Tal afirmação pode ser assumida para o exame crítico do Brasil de hoje, cinquenta anos depois da antevéspera da ditadura, que representou, como sempre, o avanço do retrocesso. Atualmente, tem-se um governo sem plano, como se teve um candidato sem programa, colado aos slogans e à repetição da palavra “mito”, nova máscara ou sinônimo da mediocridade, que gosta de arma e quer armar quem a ele interessa armar, os beneficiários dos borbotões de notícias falsas.

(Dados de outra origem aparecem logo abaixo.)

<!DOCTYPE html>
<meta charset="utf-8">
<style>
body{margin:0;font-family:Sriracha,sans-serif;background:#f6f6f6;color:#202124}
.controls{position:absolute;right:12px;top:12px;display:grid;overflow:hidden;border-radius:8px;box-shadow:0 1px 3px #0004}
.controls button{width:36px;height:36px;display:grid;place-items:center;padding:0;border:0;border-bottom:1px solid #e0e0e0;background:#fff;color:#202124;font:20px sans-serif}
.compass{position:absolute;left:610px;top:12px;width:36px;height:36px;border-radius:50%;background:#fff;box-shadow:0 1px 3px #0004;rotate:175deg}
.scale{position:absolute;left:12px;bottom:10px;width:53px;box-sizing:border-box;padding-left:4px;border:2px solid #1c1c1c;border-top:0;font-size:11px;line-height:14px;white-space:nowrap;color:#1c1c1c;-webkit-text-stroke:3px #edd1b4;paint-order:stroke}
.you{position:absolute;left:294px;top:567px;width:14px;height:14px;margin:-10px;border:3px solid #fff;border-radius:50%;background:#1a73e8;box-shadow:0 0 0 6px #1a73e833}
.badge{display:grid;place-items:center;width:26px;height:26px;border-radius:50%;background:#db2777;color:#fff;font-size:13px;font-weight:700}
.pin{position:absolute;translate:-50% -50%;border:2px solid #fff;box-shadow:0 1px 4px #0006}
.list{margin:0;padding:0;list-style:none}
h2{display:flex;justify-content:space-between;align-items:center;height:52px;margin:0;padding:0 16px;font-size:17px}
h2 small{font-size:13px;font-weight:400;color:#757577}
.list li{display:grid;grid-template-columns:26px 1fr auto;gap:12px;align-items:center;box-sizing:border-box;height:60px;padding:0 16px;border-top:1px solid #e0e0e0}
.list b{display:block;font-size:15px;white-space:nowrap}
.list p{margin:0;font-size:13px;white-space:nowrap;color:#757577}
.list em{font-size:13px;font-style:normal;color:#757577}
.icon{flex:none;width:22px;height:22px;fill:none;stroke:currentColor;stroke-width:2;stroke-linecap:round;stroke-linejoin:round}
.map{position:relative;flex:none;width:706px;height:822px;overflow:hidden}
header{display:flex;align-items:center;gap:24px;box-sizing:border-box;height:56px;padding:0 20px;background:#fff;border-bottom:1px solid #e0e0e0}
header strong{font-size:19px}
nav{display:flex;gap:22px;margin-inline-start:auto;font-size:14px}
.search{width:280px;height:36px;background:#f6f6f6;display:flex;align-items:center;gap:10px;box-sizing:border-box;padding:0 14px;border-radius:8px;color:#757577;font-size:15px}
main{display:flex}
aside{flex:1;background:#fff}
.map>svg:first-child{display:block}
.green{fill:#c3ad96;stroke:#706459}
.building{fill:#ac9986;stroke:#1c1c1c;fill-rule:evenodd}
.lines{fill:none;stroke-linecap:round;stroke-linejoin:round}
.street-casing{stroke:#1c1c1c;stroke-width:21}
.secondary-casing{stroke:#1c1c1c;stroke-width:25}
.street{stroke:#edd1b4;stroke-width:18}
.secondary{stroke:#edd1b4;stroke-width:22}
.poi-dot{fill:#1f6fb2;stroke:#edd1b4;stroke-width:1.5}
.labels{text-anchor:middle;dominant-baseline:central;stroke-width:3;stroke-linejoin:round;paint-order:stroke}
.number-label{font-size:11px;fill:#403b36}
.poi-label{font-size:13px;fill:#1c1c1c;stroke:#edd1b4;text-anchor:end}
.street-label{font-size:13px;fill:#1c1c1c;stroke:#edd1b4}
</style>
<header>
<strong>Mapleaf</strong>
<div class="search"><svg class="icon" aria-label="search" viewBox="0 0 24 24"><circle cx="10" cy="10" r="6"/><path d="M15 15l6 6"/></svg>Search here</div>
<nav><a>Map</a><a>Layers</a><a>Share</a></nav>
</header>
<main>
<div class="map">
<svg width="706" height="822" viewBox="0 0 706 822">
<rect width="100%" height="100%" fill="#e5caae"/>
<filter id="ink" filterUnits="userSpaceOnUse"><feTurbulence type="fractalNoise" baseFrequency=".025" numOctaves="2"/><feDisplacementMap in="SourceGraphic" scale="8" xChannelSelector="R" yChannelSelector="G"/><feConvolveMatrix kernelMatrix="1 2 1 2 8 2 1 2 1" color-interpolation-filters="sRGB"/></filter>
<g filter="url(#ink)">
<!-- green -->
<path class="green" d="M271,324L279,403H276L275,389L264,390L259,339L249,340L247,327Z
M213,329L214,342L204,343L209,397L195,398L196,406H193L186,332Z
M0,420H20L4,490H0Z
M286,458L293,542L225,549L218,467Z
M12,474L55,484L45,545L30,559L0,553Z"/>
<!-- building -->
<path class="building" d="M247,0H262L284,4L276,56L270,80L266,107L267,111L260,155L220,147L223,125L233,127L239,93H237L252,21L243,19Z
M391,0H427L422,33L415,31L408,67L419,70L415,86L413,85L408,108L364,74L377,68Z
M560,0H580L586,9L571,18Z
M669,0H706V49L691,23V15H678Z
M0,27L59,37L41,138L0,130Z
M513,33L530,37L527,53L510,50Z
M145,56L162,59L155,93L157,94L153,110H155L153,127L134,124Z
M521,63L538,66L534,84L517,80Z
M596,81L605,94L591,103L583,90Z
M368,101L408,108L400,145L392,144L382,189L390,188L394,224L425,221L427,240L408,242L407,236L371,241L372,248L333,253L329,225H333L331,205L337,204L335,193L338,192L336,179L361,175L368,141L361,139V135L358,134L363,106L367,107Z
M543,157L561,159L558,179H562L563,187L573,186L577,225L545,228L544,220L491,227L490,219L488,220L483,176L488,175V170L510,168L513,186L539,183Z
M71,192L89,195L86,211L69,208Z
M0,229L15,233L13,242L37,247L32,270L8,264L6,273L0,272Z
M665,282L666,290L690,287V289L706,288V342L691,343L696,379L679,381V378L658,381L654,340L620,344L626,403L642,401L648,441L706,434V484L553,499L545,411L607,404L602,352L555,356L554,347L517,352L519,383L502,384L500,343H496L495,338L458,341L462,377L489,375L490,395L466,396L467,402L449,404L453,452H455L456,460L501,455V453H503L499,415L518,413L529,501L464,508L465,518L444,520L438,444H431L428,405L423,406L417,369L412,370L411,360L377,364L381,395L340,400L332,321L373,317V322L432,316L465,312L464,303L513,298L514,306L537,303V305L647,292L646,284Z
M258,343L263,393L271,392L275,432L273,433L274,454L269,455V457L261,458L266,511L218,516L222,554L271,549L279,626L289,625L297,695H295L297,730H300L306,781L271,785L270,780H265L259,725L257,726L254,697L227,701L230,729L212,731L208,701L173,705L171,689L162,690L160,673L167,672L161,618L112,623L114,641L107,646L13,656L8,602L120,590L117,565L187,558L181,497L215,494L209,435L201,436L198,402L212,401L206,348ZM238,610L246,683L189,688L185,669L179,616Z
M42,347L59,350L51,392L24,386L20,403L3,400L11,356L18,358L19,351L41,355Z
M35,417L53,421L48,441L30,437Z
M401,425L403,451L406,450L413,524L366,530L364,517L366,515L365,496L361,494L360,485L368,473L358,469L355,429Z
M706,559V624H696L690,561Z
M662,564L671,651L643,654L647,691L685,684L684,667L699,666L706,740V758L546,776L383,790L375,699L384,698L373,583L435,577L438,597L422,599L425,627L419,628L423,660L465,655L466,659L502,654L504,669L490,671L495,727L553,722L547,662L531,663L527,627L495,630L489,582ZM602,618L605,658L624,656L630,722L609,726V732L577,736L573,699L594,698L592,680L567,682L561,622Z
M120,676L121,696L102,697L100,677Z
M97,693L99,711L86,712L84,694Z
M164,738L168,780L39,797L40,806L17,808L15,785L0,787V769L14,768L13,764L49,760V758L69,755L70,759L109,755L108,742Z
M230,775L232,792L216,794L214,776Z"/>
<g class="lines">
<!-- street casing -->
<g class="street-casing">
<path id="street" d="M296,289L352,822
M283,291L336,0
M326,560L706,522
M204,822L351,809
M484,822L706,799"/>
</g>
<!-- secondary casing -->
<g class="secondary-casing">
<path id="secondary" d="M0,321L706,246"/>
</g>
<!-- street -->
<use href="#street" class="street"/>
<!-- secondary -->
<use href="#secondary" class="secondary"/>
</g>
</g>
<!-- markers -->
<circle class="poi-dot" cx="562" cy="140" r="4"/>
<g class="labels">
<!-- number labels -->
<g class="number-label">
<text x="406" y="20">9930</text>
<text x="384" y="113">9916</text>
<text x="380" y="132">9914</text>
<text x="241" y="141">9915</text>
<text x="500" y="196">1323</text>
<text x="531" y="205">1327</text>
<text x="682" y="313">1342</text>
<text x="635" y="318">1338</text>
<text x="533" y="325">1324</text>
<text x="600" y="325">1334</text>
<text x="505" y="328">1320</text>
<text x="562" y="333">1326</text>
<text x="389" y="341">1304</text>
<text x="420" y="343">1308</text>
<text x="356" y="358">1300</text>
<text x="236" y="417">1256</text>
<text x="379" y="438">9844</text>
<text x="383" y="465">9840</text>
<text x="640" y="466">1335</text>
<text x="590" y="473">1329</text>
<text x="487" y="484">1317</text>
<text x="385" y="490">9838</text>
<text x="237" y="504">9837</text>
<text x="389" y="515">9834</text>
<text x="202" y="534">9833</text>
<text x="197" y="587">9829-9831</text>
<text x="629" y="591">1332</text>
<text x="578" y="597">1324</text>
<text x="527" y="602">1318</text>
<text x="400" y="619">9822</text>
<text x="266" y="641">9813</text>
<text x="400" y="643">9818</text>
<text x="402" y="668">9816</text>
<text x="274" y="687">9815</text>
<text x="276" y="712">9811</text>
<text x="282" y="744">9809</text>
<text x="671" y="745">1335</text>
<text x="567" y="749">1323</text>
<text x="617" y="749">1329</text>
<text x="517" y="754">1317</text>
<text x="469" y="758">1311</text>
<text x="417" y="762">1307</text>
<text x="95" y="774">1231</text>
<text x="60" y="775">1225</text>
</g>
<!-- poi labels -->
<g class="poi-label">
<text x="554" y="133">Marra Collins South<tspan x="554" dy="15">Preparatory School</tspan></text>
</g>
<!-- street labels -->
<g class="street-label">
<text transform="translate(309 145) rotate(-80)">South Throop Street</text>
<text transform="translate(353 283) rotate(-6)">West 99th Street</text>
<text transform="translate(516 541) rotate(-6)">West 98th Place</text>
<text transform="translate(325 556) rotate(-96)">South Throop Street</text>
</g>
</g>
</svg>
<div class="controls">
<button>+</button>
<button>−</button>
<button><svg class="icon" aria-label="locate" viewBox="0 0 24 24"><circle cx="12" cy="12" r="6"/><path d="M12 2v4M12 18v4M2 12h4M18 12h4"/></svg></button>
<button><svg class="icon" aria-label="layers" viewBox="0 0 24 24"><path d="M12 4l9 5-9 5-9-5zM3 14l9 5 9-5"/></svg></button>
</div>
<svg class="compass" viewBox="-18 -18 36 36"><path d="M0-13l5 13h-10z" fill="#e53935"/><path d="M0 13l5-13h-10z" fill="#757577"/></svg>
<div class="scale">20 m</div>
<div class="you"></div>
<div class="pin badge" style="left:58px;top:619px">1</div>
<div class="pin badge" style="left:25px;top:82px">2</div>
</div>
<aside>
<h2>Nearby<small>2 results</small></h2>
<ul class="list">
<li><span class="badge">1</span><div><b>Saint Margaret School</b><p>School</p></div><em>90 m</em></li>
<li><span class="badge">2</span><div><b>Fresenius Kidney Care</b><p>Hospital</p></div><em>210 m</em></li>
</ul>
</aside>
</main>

É de nosso mestre liberal essa assertiva, que poderia, se lida sem indicação da fonte, ser creditada a alguém da esquerda: “o fascismo foi sempre […] e principalmente isto: o engodo das massas pelas classes dominantes, com o fato de evitar a marcha da democracia, como governo livre e destinado ao bem das maiorias. O Brasil é, mesmo, um dos exemplos mais ilustrativos desse fato”(2005, p. 73).Em outra passagem, Arinos (2005, p. 56) focaliza a primeira condição para se resolverem os problemas nacionais, dizendo: “uma preliminar se impõe, e essa preliminar é, em conjunto, o esforço desinteressado de compreensão. Este esforço é um dever das elites. Sua ausência no Brasil de hoje excede os limites da indiferença; resvala pela traição”.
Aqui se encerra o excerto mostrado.